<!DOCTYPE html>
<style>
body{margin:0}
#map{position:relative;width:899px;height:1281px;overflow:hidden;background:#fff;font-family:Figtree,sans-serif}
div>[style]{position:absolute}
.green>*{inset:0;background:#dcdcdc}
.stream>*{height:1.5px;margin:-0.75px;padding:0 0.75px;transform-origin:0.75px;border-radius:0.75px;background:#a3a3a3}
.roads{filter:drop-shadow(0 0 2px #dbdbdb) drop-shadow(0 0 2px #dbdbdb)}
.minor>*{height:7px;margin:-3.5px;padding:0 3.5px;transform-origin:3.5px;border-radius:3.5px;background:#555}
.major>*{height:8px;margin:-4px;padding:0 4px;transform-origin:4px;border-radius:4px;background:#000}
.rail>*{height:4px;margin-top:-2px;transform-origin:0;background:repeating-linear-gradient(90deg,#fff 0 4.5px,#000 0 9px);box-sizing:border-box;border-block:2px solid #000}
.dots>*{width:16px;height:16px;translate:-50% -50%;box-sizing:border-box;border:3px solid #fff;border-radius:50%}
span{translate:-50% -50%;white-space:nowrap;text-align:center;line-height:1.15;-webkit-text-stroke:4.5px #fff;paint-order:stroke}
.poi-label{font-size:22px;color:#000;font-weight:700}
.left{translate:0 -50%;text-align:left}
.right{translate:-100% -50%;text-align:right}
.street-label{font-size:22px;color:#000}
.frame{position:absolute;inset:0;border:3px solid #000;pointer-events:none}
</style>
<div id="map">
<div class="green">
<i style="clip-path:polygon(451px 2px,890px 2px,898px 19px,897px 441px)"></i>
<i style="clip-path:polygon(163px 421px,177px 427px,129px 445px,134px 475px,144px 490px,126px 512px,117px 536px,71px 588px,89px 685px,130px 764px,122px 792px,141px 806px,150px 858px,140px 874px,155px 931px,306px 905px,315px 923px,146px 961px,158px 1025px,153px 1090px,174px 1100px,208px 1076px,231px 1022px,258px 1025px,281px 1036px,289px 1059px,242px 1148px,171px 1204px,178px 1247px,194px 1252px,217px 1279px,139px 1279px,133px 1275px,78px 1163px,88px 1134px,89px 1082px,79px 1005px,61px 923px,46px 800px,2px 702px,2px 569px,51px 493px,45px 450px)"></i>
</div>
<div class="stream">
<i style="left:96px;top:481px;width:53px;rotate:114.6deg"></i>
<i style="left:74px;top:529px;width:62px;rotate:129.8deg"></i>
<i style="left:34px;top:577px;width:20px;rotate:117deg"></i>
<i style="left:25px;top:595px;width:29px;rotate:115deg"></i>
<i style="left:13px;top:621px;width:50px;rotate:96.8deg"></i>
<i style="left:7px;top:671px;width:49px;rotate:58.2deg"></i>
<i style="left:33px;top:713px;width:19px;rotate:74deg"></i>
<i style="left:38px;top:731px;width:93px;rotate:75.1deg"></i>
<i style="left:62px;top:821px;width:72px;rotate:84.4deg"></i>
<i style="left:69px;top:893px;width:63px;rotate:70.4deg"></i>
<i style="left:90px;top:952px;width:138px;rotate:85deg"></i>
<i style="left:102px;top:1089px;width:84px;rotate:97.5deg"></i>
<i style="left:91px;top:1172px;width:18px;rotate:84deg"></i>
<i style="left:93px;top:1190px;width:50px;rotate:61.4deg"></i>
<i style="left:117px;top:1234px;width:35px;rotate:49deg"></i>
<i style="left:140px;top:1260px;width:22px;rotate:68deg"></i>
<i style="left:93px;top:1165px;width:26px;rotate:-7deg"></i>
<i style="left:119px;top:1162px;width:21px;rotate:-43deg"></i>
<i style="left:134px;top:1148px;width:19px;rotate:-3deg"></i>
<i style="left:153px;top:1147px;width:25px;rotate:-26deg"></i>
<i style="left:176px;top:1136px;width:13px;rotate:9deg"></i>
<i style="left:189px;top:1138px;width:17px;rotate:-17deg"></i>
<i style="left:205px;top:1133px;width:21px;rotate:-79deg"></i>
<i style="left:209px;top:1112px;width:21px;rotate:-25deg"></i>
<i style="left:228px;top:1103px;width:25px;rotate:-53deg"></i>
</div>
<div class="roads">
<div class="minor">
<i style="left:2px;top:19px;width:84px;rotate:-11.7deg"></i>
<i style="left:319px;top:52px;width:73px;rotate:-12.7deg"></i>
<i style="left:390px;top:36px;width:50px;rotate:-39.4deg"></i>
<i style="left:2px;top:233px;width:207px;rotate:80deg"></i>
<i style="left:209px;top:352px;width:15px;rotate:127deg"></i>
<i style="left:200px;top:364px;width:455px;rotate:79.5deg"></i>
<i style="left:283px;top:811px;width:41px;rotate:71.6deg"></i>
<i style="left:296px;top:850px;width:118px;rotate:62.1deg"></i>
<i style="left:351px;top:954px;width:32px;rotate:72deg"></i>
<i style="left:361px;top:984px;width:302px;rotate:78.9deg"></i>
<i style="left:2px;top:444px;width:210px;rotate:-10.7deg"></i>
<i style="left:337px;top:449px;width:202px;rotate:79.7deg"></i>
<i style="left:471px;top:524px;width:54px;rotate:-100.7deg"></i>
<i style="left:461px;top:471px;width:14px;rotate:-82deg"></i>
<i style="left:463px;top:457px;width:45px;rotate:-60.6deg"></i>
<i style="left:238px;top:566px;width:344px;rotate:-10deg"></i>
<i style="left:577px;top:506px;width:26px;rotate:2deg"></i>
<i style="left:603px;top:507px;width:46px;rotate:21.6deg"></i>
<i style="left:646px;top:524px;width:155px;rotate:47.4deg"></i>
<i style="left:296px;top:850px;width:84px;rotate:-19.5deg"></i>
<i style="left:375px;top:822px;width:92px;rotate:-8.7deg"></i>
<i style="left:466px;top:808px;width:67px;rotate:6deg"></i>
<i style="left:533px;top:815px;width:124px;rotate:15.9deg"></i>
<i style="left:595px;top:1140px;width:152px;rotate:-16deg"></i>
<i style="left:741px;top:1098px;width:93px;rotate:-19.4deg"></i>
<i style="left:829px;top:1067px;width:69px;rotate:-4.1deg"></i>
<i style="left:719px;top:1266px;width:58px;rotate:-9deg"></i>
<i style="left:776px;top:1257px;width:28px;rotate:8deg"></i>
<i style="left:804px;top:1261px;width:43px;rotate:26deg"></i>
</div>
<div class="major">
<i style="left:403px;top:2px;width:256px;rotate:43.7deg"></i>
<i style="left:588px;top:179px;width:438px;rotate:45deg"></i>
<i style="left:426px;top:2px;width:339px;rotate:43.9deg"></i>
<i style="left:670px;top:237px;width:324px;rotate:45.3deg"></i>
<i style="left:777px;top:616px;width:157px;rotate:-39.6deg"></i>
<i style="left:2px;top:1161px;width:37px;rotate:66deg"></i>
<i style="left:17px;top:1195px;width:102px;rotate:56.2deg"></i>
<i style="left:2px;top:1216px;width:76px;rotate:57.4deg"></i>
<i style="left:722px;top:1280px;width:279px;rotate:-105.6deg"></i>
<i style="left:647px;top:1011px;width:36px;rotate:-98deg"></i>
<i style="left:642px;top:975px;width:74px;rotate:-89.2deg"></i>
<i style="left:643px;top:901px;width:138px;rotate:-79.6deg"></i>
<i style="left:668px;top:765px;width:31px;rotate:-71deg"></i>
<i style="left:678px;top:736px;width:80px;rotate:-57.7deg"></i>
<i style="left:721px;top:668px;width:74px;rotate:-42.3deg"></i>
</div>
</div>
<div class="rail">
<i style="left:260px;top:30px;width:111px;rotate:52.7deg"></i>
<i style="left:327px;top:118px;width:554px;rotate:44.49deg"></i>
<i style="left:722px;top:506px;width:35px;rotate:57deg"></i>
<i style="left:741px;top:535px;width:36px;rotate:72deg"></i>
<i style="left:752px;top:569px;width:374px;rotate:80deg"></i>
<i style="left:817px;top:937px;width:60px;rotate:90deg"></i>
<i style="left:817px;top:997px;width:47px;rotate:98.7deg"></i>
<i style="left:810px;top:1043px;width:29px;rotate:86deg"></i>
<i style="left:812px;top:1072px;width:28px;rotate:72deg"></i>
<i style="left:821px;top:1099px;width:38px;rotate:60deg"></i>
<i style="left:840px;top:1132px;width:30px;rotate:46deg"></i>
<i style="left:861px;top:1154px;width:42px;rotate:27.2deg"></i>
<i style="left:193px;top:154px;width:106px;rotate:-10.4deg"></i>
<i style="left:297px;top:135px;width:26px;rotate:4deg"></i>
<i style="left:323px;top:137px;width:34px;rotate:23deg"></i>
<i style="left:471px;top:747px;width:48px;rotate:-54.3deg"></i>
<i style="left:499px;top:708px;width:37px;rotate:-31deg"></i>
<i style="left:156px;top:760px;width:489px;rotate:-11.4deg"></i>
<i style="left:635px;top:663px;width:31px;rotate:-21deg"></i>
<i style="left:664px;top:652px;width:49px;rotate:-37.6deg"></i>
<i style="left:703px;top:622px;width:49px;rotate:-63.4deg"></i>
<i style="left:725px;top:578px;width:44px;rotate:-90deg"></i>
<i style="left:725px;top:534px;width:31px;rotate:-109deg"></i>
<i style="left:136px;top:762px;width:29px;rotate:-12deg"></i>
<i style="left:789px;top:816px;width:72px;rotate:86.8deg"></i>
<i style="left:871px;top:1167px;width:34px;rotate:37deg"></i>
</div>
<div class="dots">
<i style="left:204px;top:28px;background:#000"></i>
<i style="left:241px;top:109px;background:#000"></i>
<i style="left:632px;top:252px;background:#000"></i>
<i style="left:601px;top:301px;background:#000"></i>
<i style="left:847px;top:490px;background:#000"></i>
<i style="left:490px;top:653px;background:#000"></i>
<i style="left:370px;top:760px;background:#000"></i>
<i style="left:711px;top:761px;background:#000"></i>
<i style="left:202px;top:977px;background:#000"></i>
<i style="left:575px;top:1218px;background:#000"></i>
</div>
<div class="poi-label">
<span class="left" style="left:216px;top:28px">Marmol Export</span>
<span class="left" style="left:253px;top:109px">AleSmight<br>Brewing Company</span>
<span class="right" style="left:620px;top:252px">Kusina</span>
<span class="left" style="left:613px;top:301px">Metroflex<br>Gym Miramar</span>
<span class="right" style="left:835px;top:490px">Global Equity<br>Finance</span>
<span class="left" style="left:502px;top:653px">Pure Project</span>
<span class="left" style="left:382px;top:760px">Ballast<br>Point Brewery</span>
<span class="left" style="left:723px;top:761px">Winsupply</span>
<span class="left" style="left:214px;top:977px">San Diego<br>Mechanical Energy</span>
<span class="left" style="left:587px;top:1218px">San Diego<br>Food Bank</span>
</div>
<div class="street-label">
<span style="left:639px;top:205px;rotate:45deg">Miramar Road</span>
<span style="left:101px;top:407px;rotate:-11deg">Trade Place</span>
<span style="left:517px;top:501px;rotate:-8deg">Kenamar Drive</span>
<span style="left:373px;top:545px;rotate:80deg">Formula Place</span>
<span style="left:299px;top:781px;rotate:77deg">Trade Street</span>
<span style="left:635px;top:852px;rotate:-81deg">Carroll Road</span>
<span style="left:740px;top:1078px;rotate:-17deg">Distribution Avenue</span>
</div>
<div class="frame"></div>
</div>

**WORK INSTRUCTIONS:**
Report each line of the data that includes the string "stream".

**OUTPUT OF THE EXERCISE:**
.stream>*{height:1.5px;margin:-0.75px;padding:0 0.75px;transform-origin:0.75px;border-radius:0.75px;background:#a3a3a3}
<div class="stream">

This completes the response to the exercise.